* Exercise goal
Check each line of the records below and collect those holding "body".

━━━

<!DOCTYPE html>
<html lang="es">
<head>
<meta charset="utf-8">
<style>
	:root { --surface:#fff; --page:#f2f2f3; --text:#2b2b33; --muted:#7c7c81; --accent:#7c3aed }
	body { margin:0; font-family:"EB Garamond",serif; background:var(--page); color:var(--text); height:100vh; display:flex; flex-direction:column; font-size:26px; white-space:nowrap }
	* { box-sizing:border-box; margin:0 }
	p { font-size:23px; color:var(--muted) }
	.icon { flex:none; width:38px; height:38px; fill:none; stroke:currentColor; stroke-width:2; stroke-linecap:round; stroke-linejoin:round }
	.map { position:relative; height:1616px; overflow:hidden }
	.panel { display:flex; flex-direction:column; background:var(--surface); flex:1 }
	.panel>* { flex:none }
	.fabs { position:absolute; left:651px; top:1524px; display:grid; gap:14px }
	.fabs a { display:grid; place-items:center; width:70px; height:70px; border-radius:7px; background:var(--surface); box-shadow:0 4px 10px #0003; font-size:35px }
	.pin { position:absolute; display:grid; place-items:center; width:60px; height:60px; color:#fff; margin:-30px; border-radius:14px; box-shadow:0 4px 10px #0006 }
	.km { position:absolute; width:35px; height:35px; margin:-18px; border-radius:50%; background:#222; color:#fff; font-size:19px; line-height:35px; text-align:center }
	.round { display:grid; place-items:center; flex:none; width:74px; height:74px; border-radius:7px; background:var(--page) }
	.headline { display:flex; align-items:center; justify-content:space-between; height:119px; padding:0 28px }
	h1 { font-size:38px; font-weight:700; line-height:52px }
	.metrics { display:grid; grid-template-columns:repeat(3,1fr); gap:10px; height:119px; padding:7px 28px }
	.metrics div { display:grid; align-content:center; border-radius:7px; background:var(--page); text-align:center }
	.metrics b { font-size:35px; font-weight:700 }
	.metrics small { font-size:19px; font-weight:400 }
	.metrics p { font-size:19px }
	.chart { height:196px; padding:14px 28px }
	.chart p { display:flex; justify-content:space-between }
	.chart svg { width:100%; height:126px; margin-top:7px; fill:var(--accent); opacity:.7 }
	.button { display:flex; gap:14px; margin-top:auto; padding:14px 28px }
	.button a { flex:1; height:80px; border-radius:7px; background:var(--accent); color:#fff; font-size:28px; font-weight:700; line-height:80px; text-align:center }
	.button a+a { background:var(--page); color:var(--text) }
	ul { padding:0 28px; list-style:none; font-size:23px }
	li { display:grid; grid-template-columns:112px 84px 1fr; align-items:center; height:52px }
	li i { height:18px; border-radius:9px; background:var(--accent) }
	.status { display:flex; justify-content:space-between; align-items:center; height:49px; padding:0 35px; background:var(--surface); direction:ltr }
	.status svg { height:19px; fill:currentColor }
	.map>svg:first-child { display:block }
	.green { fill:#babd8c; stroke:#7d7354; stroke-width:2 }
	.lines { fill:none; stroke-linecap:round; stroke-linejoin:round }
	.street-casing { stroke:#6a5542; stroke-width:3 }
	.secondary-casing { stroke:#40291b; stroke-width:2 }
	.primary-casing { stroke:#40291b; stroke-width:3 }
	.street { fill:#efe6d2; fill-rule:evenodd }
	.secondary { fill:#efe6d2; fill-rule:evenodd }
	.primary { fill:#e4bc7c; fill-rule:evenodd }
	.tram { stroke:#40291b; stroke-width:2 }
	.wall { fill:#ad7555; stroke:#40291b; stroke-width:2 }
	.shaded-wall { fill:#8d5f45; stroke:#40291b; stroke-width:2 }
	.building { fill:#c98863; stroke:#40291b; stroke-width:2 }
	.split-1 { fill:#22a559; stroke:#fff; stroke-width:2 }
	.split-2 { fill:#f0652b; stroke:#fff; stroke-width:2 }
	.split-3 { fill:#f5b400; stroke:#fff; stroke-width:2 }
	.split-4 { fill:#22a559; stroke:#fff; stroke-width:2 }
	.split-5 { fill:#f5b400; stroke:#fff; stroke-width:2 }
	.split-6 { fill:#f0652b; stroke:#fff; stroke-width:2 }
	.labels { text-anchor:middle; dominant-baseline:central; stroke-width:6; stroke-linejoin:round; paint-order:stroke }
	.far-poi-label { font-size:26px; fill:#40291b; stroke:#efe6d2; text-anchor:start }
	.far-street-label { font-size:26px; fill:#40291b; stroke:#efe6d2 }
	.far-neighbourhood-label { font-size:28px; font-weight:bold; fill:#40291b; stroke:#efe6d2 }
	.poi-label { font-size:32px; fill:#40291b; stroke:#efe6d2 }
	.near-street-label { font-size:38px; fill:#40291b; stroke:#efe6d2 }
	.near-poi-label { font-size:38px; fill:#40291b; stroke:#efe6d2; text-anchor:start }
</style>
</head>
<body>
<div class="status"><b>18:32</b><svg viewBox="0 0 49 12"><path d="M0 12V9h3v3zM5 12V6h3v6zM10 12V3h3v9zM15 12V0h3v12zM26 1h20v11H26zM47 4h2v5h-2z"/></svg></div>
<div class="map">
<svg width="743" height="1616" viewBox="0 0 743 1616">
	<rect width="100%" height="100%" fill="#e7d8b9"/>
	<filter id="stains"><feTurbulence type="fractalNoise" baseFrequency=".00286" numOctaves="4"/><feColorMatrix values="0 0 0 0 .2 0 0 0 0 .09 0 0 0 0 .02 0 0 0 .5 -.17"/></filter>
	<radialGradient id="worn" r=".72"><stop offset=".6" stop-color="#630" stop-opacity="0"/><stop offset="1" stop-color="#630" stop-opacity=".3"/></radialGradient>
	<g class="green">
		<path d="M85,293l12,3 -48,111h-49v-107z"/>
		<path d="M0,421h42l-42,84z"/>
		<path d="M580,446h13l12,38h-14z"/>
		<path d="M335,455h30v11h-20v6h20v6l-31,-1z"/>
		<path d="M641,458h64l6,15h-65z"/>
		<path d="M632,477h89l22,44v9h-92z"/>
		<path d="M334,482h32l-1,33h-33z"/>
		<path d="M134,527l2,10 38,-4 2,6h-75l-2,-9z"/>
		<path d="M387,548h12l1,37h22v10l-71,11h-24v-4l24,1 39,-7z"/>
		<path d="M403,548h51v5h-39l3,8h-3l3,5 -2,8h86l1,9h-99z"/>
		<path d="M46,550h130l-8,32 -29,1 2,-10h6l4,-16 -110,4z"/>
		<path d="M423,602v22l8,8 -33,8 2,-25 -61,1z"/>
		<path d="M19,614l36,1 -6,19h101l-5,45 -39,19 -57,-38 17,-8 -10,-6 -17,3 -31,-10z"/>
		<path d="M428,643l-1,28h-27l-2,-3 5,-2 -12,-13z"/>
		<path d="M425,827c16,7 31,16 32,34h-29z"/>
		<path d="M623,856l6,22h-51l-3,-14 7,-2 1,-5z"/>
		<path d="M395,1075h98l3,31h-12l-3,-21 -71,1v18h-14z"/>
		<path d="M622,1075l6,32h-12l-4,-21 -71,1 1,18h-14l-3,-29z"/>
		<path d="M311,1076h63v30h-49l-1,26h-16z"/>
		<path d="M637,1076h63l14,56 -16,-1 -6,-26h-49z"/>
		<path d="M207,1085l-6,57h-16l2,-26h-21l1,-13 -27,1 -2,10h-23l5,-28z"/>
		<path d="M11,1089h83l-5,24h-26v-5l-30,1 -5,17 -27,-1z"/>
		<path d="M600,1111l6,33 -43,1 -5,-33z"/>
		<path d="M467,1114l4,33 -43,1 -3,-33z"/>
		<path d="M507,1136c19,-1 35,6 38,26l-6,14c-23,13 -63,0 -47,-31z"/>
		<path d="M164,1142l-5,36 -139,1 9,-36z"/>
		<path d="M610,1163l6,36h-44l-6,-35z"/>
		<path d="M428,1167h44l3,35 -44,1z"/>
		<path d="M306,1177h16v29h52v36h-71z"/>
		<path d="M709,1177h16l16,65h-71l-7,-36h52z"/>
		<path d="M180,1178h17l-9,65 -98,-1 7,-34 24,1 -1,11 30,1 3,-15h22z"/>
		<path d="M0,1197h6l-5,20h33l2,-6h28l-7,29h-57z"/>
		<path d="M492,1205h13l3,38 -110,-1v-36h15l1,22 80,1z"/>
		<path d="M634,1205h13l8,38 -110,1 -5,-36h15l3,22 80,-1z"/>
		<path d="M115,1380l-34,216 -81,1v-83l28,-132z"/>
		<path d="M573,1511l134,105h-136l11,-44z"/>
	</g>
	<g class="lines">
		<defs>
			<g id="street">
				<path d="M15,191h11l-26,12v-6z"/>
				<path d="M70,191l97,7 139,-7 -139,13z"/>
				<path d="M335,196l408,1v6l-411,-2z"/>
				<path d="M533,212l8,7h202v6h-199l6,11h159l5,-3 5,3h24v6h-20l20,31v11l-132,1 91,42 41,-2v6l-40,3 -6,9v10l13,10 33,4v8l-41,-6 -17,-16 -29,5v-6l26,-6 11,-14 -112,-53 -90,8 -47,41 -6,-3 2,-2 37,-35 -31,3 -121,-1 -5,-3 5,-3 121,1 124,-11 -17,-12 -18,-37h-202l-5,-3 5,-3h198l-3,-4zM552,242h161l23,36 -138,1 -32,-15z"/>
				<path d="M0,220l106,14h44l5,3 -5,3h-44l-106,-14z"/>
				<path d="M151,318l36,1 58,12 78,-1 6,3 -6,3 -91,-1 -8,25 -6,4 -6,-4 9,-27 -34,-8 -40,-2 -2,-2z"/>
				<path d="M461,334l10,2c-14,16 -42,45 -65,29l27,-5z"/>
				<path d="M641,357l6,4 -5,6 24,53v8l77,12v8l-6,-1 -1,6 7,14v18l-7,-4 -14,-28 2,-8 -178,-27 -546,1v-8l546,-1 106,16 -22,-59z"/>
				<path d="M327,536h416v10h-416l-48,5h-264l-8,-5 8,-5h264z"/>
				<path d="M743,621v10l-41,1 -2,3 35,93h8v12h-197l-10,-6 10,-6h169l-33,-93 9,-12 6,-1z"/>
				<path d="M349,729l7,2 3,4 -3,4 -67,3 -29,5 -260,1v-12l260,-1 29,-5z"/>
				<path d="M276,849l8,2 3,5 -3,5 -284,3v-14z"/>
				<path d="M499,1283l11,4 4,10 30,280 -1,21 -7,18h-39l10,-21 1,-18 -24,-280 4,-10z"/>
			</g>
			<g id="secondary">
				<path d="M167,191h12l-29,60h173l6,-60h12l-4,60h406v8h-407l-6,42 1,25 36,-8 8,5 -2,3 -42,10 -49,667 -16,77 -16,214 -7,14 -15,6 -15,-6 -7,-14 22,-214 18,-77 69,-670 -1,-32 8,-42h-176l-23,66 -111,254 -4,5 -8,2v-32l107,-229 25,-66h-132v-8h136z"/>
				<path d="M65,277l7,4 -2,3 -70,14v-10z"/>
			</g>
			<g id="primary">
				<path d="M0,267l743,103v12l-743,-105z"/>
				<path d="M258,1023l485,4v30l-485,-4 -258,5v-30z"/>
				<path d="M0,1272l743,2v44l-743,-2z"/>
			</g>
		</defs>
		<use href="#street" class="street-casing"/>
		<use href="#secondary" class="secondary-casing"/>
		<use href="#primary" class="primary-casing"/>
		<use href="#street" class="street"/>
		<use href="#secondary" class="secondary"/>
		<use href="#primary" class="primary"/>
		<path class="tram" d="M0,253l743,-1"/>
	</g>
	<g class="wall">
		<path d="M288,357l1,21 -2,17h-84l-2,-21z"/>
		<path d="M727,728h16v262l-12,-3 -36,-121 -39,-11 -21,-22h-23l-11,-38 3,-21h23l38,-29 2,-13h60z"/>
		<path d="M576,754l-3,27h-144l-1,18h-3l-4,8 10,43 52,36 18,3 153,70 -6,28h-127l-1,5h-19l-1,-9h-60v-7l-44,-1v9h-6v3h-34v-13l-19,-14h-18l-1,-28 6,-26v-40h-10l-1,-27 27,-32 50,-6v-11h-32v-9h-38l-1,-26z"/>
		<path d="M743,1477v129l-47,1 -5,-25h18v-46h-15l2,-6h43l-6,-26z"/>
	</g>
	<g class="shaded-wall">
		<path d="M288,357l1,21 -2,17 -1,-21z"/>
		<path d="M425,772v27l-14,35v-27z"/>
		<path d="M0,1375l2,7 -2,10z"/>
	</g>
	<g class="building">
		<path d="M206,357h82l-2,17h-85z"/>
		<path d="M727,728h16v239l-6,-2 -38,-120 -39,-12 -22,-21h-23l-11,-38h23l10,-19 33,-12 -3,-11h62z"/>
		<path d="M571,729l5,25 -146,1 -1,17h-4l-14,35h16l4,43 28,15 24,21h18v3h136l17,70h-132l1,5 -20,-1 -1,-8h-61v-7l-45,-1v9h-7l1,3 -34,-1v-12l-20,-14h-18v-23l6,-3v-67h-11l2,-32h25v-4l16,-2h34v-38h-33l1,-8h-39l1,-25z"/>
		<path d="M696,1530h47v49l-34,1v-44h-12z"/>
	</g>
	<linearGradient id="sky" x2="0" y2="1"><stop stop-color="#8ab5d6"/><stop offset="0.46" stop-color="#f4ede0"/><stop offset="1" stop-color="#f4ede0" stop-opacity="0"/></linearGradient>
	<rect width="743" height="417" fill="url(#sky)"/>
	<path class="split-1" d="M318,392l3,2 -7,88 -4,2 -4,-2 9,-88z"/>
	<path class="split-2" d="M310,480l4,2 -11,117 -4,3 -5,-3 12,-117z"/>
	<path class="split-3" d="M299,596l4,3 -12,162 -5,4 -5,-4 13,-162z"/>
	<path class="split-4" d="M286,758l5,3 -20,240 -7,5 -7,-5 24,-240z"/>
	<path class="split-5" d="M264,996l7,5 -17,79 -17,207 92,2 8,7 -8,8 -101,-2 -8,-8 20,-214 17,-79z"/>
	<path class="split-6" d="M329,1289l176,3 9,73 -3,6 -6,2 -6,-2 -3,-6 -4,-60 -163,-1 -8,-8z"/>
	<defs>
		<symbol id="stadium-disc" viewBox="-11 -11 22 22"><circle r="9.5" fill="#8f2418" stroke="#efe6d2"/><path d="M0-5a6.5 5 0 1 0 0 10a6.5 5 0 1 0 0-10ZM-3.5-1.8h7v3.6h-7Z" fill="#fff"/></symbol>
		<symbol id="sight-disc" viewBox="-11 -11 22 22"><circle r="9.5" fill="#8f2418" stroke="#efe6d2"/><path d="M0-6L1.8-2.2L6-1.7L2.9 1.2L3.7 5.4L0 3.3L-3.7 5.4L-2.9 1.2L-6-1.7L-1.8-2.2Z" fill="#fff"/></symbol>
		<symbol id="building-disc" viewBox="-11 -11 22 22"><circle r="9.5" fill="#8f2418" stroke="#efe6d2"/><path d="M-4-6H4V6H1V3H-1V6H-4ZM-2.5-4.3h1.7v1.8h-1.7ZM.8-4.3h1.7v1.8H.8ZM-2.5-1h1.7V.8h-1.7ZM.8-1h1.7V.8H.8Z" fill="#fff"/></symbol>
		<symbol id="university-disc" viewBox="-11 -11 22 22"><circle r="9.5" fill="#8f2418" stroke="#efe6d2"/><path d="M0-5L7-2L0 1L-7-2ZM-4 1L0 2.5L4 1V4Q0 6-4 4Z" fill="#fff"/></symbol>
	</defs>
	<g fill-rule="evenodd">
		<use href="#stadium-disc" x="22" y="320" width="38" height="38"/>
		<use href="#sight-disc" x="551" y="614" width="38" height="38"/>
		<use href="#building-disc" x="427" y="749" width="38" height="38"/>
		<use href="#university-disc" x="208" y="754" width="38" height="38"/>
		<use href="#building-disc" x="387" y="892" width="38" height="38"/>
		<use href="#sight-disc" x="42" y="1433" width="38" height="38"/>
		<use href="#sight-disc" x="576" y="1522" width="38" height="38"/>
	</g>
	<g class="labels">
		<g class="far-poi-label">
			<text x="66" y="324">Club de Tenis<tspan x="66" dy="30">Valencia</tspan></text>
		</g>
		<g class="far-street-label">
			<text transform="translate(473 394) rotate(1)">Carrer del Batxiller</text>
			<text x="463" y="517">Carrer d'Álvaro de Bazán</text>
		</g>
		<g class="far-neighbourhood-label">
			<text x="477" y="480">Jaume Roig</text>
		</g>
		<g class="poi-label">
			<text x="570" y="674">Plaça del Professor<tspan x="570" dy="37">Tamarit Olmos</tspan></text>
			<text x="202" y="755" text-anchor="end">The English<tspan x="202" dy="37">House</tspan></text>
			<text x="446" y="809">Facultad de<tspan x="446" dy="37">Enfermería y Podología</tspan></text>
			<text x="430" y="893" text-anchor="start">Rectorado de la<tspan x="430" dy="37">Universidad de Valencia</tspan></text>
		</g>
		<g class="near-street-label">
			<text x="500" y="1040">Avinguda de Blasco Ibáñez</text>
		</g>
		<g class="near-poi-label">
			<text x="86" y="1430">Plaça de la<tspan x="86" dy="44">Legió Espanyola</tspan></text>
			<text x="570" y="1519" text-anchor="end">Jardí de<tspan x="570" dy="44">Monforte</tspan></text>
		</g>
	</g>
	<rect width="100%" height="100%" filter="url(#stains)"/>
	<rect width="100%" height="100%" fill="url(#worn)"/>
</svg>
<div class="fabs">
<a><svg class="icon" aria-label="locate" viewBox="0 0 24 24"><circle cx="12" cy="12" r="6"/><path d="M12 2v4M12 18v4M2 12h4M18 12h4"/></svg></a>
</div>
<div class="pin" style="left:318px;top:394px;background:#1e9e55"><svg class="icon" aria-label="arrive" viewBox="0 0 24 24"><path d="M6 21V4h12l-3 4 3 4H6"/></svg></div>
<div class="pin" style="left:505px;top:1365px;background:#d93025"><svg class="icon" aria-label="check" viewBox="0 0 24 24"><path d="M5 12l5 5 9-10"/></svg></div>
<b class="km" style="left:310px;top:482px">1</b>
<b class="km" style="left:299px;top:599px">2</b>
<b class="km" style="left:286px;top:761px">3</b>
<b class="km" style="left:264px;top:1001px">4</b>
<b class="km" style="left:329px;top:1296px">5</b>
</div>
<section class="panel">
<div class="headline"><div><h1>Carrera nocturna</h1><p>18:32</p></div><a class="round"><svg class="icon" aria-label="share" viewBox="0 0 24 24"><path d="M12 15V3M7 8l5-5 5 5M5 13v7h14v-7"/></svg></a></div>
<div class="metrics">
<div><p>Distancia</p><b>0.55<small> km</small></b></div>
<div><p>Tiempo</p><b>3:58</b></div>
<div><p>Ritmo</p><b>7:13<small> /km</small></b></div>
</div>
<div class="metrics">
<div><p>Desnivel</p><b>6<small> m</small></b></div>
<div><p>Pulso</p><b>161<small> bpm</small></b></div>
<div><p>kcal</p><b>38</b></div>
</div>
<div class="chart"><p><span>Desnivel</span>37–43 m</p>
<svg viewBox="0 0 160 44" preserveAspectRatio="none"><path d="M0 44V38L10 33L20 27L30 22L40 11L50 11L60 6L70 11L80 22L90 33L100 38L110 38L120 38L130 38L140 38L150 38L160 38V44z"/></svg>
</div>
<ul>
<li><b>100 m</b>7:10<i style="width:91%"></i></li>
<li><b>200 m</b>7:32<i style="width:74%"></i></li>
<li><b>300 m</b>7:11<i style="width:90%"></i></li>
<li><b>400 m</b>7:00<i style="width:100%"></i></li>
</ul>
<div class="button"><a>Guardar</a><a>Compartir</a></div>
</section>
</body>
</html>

━━━

* Task response
	body { margin:0; font-family:"EB Garamond",serif; background:var(--page); color:var(--text); height:100vh; display:flex; flex-direction:column; font-size:26px; white-space:nowrap }
<body>
</body>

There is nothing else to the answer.